_Activity:_
Within these entries, how many lines contain the word "Thiriau"? Answer with the number alone.

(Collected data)
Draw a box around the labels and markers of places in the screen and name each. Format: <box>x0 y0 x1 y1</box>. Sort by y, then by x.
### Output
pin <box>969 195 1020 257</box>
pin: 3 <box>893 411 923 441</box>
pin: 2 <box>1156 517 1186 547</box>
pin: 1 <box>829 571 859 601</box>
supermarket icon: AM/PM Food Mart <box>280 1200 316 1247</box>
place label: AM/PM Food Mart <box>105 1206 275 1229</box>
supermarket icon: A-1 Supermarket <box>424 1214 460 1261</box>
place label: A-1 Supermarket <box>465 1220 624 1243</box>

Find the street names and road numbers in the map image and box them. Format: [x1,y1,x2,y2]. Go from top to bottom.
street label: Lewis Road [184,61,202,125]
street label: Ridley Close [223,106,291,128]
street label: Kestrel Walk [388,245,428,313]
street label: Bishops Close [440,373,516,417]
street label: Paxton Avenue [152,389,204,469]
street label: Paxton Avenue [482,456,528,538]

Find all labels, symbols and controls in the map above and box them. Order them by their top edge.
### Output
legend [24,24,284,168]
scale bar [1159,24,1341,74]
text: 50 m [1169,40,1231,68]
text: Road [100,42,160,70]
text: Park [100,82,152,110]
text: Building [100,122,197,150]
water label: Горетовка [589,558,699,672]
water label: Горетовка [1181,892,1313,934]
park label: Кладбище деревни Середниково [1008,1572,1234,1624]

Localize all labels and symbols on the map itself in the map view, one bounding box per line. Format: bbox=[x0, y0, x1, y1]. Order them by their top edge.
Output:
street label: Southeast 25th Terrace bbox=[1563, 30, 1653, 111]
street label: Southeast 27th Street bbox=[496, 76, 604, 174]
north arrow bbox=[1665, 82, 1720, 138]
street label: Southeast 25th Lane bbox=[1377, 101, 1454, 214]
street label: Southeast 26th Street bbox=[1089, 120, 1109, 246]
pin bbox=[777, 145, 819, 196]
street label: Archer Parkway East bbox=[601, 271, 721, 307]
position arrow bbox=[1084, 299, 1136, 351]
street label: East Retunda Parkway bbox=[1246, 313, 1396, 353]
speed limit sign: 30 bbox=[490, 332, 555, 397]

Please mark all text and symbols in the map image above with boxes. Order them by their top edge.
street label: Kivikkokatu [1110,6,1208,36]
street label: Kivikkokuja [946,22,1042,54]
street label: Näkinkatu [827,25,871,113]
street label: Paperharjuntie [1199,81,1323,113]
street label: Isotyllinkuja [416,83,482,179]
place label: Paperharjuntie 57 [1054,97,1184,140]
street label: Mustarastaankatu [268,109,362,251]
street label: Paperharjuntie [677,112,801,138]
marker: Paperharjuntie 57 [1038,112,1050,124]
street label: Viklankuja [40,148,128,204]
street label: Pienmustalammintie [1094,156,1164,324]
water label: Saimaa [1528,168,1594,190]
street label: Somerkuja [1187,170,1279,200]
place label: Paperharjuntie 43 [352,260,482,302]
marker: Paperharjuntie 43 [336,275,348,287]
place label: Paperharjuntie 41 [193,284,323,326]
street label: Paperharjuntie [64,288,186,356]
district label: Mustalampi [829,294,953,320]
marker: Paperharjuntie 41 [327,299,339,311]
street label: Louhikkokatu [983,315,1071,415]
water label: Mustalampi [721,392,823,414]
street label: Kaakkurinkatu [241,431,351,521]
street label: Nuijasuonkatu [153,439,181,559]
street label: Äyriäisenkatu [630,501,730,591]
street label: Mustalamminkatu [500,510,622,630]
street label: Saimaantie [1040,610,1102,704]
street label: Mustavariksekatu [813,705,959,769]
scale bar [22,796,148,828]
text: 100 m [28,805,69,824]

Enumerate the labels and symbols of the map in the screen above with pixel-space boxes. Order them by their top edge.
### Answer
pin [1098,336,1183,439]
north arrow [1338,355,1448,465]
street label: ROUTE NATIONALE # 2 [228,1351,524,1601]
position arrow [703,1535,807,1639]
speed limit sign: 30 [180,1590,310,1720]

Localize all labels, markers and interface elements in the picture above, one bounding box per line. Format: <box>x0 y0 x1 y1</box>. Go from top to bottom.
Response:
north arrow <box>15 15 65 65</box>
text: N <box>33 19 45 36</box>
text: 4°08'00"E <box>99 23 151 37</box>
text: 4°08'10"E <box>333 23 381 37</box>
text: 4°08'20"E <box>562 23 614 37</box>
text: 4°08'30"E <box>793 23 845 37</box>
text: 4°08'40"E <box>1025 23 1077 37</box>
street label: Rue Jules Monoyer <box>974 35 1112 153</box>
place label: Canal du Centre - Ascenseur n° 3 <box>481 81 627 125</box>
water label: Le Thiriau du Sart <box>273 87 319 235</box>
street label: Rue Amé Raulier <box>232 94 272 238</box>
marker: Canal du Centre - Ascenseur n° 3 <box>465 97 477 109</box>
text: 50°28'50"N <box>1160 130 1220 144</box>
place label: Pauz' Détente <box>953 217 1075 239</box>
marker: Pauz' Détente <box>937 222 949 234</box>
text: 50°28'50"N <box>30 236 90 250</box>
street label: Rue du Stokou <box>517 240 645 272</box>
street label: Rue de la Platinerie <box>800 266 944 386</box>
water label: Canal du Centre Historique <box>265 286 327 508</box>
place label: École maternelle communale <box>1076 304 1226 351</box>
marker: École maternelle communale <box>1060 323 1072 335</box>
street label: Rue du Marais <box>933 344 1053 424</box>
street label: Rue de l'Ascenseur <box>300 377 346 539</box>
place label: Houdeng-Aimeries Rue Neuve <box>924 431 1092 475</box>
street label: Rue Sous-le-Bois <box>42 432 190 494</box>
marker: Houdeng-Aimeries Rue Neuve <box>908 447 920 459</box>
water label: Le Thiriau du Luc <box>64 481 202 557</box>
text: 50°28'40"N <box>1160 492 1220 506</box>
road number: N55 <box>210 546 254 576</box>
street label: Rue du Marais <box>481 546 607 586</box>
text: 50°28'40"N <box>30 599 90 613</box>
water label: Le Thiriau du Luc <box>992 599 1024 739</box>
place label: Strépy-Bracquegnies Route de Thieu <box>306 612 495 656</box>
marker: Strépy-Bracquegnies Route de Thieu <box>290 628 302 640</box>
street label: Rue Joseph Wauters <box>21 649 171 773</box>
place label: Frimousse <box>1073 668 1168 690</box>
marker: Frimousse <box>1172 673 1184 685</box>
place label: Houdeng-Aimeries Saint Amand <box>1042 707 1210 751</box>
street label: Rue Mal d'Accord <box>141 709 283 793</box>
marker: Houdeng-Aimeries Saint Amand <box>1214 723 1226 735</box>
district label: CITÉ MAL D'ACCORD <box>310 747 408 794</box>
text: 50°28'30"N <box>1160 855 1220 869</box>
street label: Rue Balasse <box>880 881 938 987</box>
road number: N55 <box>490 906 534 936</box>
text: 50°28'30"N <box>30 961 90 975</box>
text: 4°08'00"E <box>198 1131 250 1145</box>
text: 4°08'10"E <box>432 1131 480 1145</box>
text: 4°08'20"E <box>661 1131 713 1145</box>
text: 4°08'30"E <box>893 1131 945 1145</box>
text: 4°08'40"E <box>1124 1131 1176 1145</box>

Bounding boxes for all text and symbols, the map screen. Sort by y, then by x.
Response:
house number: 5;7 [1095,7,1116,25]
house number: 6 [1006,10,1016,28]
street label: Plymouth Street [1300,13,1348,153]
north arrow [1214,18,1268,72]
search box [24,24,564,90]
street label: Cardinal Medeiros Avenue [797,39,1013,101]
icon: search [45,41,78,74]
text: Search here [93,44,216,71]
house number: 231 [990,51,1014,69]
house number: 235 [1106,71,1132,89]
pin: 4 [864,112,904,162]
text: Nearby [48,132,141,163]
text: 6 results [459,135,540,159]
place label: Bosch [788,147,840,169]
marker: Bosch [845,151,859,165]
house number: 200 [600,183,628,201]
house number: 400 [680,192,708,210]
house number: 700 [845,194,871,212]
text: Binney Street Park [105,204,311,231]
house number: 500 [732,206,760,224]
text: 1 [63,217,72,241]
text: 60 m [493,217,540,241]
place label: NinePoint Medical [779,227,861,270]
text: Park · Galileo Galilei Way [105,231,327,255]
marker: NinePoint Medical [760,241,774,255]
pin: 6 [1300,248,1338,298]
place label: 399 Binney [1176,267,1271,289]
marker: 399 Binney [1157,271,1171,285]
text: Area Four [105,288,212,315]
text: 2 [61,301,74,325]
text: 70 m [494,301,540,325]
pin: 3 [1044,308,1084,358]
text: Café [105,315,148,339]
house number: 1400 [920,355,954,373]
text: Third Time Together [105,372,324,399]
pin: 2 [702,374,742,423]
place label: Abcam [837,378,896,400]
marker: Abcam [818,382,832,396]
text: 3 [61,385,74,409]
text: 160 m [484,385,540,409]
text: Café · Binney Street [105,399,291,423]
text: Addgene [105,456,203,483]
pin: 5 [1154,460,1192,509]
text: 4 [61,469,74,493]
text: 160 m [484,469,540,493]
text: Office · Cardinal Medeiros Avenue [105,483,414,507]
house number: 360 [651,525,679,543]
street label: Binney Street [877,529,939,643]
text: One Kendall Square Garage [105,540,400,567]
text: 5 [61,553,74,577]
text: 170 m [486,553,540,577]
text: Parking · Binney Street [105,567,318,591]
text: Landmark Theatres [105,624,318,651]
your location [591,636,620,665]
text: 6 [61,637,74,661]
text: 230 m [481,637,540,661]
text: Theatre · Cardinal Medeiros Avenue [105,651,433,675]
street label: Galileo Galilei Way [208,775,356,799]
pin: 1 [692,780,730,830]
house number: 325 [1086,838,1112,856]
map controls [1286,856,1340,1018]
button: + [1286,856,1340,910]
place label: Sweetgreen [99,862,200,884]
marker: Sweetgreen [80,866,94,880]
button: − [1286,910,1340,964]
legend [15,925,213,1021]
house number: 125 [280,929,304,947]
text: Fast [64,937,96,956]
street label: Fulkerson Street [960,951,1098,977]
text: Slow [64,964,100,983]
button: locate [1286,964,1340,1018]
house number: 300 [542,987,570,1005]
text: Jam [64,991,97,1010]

_Your response:_
3